Eugenio Montale – “Ossi di Seppia”

In molte zone d’Italia viene chiamata Galletto marzolo; il nome deriva in modo del tutto azzeccato da due delle sue principali caratteristiche: galletto perché inalbera una cresta mobile e visibilissima; marzolo perché da noi arriva giusto in marzo, essendo un uccello migratore. Uno dei “visitatori d’estate”, cioè di quelle specie che ci raggiungono per nidificare, allevare la prole nella buona stagione e poi tornarsene ai caldi lidi africani, a sud del deserto del Sahara. Il nome italiano riconosciuto di Upupa  (Upupa epops), così come quello del genere cui appartiene, è onomatopeico richiamando il verso emesso all’epoca delle cove e ritenuto lugubre e foriero di sventura od al contrario di buon auspicio. Certamente ben identificabile ed udibile nella quiete di un bosco ceduo o di un oliveto collinare, a fare il paio con quello del cuculo nell’annuncio della primavera.

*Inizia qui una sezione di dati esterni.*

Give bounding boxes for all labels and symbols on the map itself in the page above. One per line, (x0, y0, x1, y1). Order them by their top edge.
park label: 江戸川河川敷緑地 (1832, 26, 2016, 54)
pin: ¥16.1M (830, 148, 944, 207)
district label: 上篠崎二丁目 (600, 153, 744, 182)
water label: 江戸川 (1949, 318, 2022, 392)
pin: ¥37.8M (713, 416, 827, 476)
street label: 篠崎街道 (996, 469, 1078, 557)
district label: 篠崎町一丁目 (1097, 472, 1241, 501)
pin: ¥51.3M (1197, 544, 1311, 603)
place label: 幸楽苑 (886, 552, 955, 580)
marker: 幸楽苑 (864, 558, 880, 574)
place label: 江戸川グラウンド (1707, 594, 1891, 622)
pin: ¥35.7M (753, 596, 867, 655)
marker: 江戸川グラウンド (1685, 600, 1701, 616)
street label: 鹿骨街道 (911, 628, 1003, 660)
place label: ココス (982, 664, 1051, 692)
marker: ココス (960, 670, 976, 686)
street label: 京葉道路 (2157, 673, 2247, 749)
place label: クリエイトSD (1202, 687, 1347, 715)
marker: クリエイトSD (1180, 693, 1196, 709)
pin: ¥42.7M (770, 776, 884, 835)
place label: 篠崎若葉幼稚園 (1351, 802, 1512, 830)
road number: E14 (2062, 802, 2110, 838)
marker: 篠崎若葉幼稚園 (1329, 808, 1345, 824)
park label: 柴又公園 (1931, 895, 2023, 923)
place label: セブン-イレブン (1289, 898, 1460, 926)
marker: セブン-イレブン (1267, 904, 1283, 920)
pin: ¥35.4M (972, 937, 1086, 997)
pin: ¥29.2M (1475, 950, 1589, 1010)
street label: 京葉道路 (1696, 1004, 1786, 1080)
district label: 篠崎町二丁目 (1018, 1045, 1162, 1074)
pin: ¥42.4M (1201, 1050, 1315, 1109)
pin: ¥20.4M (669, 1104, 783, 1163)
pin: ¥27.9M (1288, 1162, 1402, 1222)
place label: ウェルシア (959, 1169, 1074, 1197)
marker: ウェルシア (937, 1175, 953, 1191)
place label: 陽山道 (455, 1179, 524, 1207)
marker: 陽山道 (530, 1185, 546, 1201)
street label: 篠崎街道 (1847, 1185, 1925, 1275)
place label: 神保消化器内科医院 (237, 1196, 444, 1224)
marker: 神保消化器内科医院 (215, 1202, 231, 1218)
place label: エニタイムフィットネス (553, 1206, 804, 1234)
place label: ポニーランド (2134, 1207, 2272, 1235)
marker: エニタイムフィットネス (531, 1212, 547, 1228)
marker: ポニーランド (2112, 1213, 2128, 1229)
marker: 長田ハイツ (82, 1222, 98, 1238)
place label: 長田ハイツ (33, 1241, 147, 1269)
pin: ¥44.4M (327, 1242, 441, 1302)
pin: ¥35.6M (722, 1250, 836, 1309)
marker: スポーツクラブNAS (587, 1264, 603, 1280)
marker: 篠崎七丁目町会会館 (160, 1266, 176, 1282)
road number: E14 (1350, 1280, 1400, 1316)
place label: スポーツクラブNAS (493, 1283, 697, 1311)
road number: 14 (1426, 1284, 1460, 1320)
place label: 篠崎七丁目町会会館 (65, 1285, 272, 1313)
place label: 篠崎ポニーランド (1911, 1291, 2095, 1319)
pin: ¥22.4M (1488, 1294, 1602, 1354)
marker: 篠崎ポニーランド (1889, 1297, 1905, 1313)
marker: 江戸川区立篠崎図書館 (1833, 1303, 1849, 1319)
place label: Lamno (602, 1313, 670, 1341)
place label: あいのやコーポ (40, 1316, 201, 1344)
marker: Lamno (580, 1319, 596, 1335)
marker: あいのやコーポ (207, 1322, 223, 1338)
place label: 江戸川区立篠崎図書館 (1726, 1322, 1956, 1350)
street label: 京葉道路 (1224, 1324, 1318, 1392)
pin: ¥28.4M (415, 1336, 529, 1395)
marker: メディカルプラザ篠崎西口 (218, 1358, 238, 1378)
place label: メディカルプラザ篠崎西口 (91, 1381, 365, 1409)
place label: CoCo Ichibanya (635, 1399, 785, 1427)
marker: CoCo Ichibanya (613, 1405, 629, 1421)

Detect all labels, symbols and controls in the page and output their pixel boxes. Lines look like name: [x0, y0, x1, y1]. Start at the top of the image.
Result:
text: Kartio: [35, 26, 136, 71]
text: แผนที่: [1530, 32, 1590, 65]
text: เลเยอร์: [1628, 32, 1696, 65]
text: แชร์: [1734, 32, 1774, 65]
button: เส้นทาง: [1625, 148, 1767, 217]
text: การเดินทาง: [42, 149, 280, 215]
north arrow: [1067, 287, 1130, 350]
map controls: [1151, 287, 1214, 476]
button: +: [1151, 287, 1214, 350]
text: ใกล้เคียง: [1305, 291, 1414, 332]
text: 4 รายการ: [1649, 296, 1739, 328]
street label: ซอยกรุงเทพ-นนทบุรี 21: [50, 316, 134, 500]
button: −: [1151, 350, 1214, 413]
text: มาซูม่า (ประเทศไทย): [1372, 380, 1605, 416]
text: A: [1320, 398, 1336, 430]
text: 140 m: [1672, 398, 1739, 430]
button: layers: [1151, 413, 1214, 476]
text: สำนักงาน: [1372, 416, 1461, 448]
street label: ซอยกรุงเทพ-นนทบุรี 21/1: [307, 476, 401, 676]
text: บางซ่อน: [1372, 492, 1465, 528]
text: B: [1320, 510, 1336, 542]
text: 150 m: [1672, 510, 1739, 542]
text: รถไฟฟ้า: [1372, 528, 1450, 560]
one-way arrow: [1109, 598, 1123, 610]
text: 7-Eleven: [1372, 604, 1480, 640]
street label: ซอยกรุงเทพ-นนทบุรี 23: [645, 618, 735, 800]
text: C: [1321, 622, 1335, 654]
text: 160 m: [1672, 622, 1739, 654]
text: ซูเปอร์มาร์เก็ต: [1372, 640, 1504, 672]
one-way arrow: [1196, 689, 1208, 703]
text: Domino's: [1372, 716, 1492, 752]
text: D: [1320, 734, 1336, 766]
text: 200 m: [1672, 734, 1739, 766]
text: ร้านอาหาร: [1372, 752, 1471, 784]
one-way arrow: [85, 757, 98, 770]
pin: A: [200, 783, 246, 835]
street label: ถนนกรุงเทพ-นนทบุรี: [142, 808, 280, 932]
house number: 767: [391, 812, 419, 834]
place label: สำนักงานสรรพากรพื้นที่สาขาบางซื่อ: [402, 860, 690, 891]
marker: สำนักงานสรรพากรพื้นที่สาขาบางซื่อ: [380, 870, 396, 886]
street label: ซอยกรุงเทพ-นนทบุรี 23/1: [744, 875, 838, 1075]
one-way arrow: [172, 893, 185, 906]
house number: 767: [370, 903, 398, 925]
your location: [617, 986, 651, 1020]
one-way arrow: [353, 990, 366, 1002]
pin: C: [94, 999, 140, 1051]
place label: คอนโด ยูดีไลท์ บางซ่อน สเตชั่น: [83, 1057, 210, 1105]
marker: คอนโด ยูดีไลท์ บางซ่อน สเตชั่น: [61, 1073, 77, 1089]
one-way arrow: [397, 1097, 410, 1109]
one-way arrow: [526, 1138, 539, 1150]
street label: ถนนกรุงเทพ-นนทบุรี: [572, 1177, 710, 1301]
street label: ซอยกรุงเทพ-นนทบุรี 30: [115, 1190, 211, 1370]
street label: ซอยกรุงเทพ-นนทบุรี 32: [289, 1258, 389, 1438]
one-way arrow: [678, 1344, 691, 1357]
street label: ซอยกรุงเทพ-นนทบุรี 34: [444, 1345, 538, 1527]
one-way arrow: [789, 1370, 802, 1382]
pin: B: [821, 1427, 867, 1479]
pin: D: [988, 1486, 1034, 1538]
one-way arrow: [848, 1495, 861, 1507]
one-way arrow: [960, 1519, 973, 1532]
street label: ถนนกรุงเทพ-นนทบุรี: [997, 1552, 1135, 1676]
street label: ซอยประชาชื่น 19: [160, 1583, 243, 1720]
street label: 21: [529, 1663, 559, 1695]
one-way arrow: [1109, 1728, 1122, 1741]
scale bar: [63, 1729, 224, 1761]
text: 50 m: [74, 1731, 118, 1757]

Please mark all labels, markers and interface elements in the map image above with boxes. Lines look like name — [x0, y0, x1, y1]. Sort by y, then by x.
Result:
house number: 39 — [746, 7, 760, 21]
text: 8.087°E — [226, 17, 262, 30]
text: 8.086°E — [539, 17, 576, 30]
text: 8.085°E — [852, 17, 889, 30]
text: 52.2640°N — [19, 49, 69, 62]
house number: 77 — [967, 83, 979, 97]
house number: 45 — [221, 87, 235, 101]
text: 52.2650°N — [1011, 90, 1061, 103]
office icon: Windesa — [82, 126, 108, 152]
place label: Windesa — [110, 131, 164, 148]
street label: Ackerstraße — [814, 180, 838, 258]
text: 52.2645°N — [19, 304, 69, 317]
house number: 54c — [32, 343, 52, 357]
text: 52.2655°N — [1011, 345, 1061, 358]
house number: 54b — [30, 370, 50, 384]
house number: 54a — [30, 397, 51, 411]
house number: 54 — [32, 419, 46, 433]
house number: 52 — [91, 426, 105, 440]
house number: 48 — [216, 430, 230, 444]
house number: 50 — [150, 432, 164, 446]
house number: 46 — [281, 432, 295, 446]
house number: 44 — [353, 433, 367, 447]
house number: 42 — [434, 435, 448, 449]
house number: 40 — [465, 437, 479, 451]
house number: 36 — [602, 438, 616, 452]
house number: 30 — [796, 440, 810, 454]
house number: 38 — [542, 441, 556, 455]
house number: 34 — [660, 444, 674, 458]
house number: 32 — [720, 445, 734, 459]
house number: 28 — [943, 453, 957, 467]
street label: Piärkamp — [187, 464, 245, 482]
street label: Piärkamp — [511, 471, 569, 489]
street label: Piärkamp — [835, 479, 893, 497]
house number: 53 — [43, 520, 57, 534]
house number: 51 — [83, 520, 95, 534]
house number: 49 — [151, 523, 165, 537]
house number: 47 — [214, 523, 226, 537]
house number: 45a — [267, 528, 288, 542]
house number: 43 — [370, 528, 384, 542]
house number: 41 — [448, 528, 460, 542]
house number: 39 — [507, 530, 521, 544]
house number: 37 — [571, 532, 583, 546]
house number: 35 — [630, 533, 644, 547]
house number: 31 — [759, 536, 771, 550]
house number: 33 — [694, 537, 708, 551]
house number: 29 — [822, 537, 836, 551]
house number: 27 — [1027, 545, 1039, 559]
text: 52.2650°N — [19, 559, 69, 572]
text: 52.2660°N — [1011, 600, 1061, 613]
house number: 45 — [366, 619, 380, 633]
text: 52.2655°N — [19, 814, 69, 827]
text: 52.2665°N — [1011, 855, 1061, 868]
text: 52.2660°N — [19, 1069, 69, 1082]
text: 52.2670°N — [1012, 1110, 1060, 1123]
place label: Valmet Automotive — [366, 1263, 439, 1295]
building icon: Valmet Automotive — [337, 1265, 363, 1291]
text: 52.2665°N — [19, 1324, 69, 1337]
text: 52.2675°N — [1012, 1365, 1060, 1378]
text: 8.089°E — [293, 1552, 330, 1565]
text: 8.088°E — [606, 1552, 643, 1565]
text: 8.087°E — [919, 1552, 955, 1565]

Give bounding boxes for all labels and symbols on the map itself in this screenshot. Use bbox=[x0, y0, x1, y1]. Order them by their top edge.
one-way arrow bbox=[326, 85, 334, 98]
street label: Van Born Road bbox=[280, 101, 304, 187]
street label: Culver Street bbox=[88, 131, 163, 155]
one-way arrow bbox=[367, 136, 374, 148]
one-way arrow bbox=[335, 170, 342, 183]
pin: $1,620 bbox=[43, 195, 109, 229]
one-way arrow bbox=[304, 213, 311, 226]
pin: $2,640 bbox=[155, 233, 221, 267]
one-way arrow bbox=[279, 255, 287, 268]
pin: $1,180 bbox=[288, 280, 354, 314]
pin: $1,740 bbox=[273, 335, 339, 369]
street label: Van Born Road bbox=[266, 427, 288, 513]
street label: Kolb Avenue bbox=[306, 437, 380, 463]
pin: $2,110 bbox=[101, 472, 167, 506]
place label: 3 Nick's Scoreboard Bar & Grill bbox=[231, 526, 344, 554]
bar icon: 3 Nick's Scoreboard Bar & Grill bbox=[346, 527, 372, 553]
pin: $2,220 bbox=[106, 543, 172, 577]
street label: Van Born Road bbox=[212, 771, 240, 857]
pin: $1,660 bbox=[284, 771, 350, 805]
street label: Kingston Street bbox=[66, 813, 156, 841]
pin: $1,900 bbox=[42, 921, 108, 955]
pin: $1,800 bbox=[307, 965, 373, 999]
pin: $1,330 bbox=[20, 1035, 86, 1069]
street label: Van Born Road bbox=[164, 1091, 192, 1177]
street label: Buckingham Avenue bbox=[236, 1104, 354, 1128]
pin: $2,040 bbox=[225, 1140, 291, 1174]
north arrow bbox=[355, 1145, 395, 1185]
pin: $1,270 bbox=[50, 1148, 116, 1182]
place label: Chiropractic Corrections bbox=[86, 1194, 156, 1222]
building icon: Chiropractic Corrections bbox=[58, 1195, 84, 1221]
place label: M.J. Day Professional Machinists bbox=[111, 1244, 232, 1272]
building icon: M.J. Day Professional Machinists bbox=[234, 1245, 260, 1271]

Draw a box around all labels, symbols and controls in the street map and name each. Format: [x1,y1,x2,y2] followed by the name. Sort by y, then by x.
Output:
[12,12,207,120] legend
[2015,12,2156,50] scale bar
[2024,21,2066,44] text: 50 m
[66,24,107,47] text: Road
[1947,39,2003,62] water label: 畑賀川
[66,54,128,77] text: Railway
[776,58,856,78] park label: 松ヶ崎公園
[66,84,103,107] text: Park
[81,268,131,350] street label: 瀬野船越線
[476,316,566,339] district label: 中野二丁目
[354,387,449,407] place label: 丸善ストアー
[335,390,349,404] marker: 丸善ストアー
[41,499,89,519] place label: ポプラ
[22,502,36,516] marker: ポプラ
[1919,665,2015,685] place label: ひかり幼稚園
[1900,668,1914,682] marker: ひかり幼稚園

Upupa (Upupa epops). Foto di Thomas Figura CC Pubblico Dominio

I suoi colori sono di una estrema sobrietà ed eleganza, con le ali e la lunga coda fasciate di bianco e di nero, la testa, il collo ed il corpo di un tenue cannella rosato, eguale per i due sessi. Inconfondibile la cresta erettile, costituita da coppie di piume graduate che porta ripiegata all’indietro, per dispiegarla in avanti nei momenti di allarme, di eccitazione territoriale, nel corteggiamento e quasi fosse un riflesso di equilibrio, anche quando atterra. Altrettanto caratteristico è il lungo becco lievemente ricurvo, non massiccio ma ben adatto a frugare nel terreno o sotto le cortecce alla ricerca di cibo. Vermi, insetti e loro larve, chiocciole e più raramente lucertole e toporagni, non disdegnando qualche piccolo nidiaceo di passeriformi.

Upupa al nido con cibo per i piccoli. Foto di Aldo Sanmartin

Ha ali relativamente larghe e dal profilo arcuato, che muove in modo lento e quasi a tratti svogliato, tanto da ricordare il volo delle farfalle. Ma non è certo sprovveduto, sapendosi muovere anche velocemente allorché minacciato da un falco pellegrino a cui furbescamente sfugge rifugiandosi tra il folto dei macchioni. Quando capitava che cadessero nelle nostre reti in Sardegna erano buffissimi, restandoci appiccicati ad ali aperte così come vi si erano imbattuti, fermi senza fare alcun altro movimento per liberarsi. Sembrava quasi che ci aspettassero per tirali fuori dai guai e riprendere il volo verso un nido, dove di certo li aspettava una affamata nidiata. Era infatti maggio, l’epoca degli amori.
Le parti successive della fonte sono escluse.